La desnudez era sobre la rebelión, nunca sobre la aceptación. Pero en el desierto, no había nadie para juzgar mi cuerpo cuando me quité los pantalones cortos, solo estas cinco personas, y parecían más preocupados por nadar hasta la otra orilla para asolearse en las rocas. Tal vez no se necesita valentía para desvestirse. Pero todavía estaba cerca; la revolución en esa agua no fue que otros vieran mi desnudez, sino que pudiera dejarme estar. De alguna manera, verme a mí mismo se atenuó; la autoconciencia comenzó a derretirse. En un lugar donde no se sacaba nada, tenía sentido que yo pudiera estar bien como yo, siempre cambiante, hermoso con una catástrofe.

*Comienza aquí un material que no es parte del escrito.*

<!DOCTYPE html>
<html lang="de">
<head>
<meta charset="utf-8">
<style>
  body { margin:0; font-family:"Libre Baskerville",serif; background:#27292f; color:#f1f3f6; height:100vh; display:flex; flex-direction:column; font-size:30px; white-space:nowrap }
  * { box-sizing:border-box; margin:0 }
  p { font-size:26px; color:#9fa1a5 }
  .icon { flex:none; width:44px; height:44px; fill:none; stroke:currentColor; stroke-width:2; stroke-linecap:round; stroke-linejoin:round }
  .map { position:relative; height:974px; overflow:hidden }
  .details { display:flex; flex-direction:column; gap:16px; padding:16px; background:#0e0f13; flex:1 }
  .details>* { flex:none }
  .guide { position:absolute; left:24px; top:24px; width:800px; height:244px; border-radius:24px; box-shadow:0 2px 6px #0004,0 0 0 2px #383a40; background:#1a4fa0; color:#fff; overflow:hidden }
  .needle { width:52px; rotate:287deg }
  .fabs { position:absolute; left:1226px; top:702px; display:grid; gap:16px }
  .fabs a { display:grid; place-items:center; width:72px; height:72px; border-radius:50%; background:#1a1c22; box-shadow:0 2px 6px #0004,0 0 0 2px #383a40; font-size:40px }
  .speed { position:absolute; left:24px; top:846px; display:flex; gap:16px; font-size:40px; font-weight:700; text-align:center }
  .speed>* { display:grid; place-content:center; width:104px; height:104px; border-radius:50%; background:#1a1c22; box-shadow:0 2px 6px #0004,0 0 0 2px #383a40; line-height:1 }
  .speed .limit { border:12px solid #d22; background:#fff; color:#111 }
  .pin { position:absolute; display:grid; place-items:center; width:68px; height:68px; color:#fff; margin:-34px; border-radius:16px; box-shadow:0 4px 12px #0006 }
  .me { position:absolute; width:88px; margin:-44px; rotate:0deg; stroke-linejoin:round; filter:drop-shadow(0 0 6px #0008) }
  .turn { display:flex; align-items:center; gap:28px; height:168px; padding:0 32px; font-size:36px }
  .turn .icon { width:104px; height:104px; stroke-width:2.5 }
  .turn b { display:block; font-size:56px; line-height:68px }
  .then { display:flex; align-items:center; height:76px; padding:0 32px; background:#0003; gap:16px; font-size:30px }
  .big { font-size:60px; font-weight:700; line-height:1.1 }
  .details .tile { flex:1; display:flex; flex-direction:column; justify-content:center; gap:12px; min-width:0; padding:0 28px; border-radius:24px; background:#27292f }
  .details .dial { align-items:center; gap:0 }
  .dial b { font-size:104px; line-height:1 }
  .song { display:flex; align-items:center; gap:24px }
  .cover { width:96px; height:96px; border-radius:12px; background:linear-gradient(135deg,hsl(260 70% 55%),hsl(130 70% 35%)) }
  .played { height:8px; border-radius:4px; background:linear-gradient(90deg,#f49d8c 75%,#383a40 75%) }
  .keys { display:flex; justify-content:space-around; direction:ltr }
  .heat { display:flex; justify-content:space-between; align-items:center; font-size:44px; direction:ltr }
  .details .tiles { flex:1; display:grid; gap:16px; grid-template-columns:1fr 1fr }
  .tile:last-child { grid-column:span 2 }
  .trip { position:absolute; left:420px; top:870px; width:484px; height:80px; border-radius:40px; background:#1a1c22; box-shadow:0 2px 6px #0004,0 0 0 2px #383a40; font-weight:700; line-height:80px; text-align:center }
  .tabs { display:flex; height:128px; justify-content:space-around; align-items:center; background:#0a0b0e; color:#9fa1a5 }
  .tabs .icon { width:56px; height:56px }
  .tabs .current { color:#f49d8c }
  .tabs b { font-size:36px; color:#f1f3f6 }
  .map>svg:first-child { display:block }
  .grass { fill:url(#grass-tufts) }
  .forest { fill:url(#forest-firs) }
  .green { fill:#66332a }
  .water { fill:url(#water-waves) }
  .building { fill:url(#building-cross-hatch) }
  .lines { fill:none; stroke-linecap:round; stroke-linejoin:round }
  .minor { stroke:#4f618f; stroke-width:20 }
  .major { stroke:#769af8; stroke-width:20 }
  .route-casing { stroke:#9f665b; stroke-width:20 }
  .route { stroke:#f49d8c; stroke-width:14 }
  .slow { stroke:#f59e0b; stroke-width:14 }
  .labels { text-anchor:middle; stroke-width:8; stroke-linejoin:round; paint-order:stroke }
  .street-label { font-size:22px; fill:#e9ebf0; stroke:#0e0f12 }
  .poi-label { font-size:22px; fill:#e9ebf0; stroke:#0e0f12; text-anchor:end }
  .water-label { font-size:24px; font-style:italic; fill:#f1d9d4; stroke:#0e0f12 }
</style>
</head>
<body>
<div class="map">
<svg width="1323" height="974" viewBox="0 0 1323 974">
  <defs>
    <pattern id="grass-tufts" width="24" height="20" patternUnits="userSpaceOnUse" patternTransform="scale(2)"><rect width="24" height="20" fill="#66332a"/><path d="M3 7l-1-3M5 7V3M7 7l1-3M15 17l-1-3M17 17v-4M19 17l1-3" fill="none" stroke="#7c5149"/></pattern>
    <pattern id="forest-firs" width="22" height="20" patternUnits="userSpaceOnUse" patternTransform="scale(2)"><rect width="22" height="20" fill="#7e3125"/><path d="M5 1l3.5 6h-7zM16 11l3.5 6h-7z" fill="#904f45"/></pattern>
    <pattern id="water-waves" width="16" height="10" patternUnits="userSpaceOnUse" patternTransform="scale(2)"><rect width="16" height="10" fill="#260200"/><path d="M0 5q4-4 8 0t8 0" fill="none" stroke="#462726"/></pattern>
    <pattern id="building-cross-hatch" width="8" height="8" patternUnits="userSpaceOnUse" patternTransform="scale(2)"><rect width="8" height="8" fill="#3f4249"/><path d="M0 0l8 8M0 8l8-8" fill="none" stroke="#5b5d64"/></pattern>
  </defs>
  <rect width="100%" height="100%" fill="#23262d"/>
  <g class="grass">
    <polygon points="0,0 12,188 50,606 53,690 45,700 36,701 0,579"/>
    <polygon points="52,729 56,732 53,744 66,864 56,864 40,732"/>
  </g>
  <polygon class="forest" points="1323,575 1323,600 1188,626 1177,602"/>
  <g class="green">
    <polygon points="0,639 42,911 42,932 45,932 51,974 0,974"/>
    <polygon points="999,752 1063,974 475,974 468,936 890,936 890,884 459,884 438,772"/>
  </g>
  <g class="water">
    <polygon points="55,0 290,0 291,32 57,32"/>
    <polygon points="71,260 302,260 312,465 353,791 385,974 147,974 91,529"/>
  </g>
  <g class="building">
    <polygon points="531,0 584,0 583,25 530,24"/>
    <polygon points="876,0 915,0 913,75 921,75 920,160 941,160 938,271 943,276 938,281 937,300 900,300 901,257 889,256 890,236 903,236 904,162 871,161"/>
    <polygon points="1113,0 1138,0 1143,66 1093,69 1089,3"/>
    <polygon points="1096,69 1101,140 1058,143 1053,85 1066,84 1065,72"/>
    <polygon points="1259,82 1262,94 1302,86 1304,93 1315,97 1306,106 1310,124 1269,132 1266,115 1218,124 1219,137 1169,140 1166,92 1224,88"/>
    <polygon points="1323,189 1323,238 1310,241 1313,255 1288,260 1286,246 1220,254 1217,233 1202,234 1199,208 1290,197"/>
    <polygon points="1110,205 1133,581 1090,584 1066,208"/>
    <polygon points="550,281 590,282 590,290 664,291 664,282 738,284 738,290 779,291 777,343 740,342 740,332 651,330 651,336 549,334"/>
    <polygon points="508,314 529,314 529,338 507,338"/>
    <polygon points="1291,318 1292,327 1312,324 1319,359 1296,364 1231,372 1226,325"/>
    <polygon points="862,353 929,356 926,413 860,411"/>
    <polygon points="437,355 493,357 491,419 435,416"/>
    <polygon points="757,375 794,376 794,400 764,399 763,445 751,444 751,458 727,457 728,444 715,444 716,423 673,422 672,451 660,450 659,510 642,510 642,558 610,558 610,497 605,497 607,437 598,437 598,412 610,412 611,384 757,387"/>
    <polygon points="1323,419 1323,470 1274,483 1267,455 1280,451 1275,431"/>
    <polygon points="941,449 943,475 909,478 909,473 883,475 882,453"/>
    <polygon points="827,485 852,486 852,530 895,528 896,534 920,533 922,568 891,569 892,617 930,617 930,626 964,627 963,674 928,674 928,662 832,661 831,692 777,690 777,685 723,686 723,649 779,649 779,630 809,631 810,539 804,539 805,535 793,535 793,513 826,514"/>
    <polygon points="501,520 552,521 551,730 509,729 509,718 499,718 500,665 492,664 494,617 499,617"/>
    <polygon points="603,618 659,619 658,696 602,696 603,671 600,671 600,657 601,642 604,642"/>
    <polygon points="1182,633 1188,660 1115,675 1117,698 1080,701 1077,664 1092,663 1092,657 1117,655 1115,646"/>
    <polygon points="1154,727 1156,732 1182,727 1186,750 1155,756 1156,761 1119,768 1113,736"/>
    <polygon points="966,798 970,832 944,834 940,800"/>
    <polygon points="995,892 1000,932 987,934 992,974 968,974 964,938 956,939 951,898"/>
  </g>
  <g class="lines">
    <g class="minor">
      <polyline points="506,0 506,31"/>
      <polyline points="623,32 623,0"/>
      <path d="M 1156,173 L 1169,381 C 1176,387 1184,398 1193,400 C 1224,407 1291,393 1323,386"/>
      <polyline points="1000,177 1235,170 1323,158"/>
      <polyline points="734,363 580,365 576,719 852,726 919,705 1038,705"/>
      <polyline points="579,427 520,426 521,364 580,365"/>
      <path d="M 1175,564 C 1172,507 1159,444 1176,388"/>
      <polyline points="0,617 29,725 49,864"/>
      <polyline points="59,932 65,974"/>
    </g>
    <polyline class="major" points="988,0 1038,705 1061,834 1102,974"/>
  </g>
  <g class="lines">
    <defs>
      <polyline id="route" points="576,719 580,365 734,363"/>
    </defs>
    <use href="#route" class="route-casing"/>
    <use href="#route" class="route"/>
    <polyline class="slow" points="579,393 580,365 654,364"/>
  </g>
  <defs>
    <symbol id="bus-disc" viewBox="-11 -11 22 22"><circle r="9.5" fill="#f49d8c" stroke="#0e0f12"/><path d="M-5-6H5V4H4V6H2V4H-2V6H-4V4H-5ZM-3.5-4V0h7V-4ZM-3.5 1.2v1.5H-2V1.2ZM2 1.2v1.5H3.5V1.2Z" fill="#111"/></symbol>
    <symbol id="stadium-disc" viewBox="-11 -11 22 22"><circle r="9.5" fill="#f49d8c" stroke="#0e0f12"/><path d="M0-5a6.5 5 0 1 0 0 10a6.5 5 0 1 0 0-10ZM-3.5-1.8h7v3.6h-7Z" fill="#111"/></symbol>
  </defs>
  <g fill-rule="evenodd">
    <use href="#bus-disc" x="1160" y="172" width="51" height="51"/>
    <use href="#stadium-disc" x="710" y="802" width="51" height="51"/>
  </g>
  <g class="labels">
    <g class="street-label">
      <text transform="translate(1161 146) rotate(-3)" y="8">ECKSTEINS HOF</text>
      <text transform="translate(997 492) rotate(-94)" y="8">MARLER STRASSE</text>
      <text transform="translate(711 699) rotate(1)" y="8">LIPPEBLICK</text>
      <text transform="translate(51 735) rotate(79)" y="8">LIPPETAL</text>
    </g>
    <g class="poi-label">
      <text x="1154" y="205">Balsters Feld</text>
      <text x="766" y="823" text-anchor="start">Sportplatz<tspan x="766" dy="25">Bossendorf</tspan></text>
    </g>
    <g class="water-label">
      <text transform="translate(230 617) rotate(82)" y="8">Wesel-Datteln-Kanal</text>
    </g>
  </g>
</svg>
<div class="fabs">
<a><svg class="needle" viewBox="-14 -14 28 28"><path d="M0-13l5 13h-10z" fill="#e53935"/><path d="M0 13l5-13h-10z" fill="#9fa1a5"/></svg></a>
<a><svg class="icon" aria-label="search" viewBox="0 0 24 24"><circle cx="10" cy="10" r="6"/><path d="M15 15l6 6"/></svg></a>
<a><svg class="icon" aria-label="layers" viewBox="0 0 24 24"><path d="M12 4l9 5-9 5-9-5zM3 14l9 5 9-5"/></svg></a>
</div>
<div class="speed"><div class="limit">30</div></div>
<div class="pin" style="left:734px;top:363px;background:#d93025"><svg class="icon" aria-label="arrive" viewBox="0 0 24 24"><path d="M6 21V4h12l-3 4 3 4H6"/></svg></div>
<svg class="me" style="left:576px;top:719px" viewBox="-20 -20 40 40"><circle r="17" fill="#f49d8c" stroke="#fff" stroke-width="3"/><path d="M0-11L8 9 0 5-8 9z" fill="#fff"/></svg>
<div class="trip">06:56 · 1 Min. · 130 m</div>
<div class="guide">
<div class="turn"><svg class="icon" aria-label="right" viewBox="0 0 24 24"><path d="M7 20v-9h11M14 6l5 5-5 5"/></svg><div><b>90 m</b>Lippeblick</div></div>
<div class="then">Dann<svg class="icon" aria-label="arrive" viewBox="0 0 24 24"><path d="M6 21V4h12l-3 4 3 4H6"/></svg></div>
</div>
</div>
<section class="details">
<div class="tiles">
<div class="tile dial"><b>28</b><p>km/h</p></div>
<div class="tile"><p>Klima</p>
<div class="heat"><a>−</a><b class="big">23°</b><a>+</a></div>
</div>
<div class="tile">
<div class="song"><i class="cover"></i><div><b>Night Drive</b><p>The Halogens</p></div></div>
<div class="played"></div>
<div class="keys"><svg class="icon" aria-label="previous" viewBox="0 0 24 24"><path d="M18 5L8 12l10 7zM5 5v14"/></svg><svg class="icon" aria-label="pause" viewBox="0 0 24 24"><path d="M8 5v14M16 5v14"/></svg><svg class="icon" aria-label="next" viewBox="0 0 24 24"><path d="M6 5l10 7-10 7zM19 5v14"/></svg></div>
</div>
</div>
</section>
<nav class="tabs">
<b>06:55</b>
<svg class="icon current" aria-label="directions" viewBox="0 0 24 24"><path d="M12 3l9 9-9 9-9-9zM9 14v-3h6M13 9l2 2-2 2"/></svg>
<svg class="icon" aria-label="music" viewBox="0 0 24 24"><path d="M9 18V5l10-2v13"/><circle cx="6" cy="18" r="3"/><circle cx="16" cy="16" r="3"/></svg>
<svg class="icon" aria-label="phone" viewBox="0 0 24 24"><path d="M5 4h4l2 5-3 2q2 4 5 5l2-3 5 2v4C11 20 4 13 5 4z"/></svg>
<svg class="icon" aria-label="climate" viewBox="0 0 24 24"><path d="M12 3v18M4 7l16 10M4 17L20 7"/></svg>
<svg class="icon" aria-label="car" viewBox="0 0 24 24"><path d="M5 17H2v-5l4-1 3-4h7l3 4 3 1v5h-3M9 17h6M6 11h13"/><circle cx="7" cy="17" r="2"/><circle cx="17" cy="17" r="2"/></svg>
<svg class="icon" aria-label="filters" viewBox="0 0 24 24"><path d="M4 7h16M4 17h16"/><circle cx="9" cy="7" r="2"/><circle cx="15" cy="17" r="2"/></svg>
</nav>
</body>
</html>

En los años posteriores, estaría gozosamente, obsesivamente desnudo, desnudando cómicamente mis pechos de las cumbres de las montañas. Pero también estaría enojado y desnudo, desagradablemente desnudo, desnudo para demostrar algo, como solían ser los estudiantes de primer año de humanidades. En la casa de mis padres en Illinois, mi madre me llamó, "¡ponte algo de ropa! No necesitamos ver tu cuerpo desnudo ". Estaba desnudo en protesta por algo que estaba aprendiendo a señalar, algo que tiene que ver con lo profundamente que se esculpieron nuestras vidas, la forma en que exigimos que nuestros cuerpos sean recortados y remetidos. y oculto - nuestro desdén por la forma animal, nuestra falta de voluntad para dejar que la tierra y los cuerpos sean solo. En el contexto de mi ciudad natal, esta nueva autoaceptación parecía milagrosa, como una ebullición de barro rojo surgiendo en los suburbios, y por eso provoqué, empujando contra la geografía del control, lo que me habían dicho que se suponía que era y no ser
Más tarde, me di cuenta de que no estaba tratando de convencer a los demás de esforzarse por escuchar mi propia voz. Quería llevar esa sensación de mi cuerpo como bella, sin importar a dónde fuera. Quería tener algún tipo de salvaje más profundo, marcado con estrías y quemado por el sol, imperfecto e impresionante.
Esa primera noche salimos del San Juan y dormimos en lo alto de una meseta, rodeados de piñón y enebro, quemando extremidades muertas hacía tiempo en un dulce humo. Las estrellas se arremolinaban a nuestro alrededor, infinitas y agudas. Y dormí con todo el sentido de mi propio animal, la forma en que mi cuerpo convertía el aire y el agua en combustible por un día, la forma en que los pies descalzos se agarraban a la piedra arenisca escarpada, la forma perfecta en que las curvas se ajustan al perfil de la roca deslizante.
El trabajo de Katherine E. Standefer aparece en Best American Essays 2016.